CLEARFIELD – The Pennsylvania Commonwealth Court issued an opinion Nov. 16 in regard to Clearfield County Prothonotary and Clerk of Courts Brian Spencer’s appeal of an administrative order handed down by Judges Fredric J. Ammerman and Paul E. Cherry.
In July, the judges issued the administrative order to set strict deadlines for court paperwork to be completed by Spencer’s office. It was issued due to inefficiencies and a paperwork backlog in the clerk’s office.
According to the Commonwealth Court’s opinion, Spencer appealed the judges’ administrative order in August, which he later amended. He also filed a motion for a stay pending the appeals process.
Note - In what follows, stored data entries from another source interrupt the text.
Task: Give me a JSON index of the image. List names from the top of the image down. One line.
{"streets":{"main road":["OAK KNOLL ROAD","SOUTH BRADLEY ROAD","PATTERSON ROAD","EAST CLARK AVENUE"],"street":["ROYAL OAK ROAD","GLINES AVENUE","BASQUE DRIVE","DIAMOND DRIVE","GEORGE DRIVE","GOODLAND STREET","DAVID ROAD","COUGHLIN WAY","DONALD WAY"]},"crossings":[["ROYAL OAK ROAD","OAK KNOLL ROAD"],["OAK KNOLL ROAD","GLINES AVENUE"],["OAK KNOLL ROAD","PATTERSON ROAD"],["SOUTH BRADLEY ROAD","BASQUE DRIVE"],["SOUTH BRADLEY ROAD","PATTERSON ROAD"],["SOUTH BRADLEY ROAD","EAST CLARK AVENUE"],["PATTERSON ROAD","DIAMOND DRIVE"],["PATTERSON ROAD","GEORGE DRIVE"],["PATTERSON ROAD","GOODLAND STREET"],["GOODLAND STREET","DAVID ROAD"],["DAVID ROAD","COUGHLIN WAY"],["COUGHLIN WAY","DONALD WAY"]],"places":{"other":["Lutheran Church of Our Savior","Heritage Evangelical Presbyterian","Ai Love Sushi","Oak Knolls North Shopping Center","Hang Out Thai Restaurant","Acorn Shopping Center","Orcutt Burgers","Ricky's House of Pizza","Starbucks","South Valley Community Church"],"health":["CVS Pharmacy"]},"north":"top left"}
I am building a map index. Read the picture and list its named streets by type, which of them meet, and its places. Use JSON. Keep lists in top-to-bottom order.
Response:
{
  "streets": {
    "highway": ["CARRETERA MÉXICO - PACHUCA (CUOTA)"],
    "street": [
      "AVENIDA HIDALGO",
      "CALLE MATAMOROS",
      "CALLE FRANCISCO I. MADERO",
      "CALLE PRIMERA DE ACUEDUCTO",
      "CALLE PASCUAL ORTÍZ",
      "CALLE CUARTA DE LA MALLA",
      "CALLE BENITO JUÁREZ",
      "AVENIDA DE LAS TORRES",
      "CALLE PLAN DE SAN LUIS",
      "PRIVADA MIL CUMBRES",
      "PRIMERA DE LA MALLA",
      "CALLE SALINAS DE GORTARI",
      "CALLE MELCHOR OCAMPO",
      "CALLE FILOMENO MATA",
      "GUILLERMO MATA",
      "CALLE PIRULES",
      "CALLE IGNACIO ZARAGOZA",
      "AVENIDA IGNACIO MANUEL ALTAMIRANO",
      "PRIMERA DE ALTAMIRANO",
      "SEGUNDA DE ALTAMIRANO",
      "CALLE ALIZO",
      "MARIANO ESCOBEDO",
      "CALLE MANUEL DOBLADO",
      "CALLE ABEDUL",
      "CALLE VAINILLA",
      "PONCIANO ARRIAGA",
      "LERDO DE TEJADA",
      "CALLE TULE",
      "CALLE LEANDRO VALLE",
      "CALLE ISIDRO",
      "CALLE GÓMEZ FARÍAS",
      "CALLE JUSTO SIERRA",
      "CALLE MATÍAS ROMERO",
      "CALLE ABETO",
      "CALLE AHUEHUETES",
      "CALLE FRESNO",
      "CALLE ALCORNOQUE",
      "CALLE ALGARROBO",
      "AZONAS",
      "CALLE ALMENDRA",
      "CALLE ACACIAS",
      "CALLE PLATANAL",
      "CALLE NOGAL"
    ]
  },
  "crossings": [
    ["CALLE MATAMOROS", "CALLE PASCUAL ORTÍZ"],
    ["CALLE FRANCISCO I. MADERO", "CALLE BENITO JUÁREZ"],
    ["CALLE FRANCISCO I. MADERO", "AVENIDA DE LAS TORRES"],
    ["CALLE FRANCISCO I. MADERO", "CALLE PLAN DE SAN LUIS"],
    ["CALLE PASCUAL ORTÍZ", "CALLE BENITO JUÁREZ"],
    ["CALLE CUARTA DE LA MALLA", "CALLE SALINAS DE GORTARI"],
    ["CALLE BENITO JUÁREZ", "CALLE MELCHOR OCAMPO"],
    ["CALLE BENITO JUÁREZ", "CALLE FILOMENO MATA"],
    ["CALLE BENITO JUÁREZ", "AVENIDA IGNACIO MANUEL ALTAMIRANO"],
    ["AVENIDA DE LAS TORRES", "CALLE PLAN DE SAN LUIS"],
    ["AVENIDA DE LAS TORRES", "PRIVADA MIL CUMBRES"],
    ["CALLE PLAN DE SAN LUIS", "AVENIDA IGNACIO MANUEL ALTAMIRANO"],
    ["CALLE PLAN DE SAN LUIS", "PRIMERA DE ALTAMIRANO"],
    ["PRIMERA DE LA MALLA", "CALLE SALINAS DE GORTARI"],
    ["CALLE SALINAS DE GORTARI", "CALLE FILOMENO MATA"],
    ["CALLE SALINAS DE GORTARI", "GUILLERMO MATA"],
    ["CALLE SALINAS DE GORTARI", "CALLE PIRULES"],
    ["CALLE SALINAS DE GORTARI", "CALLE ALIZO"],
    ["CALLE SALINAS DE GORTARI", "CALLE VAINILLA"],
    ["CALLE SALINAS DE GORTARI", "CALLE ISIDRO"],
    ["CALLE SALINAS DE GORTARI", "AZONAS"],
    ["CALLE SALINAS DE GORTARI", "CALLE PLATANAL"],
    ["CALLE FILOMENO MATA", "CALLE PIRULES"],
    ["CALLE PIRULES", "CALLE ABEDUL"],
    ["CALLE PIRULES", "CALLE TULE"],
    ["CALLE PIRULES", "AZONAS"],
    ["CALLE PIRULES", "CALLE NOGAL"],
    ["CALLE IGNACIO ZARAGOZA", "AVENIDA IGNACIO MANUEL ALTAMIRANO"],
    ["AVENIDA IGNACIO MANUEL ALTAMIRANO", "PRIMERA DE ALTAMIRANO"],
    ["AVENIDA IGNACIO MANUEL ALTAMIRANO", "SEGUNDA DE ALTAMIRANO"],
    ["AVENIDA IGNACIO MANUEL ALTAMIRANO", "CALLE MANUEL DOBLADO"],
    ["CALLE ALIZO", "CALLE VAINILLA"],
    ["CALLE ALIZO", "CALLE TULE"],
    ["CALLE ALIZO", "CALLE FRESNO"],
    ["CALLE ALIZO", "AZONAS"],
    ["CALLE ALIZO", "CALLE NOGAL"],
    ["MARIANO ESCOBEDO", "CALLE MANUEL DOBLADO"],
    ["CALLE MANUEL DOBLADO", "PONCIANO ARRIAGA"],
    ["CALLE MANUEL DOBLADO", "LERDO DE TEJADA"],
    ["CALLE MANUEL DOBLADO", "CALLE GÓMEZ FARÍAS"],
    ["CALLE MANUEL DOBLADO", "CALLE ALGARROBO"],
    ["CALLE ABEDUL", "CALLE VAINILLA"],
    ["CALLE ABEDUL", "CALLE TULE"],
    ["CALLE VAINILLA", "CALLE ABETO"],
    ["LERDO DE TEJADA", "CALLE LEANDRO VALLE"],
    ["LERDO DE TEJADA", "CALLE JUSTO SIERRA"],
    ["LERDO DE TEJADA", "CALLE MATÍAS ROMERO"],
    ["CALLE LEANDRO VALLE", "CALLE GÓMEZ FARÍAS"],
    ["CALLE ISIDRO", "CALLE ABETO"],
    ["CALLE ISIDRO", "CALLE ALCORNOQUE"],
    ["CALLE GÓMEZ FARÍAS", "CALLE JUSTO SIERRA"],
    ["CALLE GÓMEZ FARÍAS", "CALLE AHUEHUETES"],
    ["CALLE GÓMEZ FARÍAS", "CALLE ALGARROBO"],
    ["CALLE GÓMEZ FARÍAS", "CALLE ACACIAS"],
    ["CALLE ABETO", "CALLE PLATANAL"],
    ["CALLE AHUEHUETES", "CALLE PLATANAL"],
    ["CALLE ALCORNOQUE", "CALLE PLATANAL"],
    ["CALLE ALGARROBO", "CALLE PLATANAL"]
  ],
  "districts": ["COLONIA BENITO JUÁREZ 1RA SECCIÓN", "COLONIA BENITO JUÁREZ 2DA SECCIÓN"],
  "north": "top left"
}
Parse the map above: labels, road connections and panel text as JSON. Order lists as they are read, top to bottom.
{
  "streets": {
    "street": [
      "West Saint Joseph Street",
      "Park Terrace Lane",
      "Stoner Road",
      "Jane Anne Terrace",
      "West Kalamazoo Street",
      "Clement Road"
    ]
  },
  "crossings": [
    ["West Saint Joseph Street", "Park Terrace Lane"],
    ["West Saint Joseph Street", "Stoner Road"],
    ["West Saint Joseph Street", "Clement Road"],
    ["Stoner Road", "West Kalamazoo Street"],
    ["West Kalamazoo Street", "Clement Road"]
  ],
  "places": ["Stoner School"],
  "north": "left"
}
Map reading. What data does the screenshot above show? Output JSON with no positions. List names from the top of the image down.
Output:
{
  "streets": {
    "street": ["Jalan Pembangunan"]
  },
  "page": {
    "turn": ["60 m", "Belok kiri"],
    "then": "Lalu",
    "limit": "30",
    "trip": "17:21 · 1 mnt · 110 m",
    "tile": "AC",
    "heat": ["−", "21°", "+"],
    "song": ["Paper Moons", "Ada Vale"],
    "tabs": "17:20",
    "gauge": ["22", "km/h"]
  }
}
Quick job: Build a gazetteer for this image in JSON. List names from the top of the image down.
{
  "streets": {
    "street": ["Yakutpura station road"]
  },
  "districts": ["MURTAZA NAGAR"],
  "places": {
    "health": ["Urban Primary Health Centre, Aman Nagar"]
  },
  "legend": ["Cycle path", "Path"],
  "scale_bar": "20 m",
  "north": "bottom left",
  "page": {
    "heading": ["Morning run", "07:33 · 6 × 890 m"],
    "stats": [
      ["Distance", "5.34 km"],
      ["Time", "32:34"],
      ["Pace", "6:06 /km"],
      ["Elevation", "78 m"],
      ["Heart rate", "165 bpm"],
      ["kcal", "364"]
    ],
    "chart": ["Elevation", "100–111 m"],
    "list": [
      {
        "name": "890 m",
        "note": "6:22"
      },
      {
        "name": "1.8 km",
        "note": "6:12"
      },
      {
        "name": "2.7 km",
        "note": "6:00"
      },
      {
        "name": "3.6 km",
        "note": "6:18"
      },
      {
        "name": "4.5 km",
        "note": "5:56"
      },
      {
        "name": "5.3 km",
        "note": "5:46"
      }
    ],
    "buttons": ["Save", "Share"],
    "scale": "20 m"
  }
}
In October, Spencer petitioned to withdraw the motion for a stay pending the appeals process. The court granted the motion and subsequently scheduled a contempt hearing.
However, Spencer proceeded to file an emergency application for a stay pending the appeals process with the court. The court granted the application pending argument.
The Court of Common Pleas responded to Spencer’s emergency application by filing an answer and an application to quash.
In its motion, the Court of Common Pleas asserted that the administrative order is not a final, appealable order and maintained that the court lacks jurisdiction.
The Commonwealth Court concurred. It determined that the judges’ administrative order doesn’t fit into any of the categories of cases outlined in the Judicial Code.
“… President Judge Ammerman acted within his authority to supervise court personnel, which includes its prothonotary and clerk of courts, and he issued the order to implement an executive decision he made in his capacity as the president judge and administrator of the Court of Common Pleas,” said Senior Judge Keith B. Quigley.
In the opinion, Quigley also said that the administrative order – signed by the judges – was not a final, appealable order and therefore the appeal filed by Spencer was quashed.
Quigley said that since the appeal was quashed, the issue as to the stay of the administrative order is no longer a valid issue and the emergency application by Spencer for a stay of the administrative order was dismissed as moot.
The administrative order issued by the judges remains in place and effect, according to Court Administrator F. Cortez Bell III.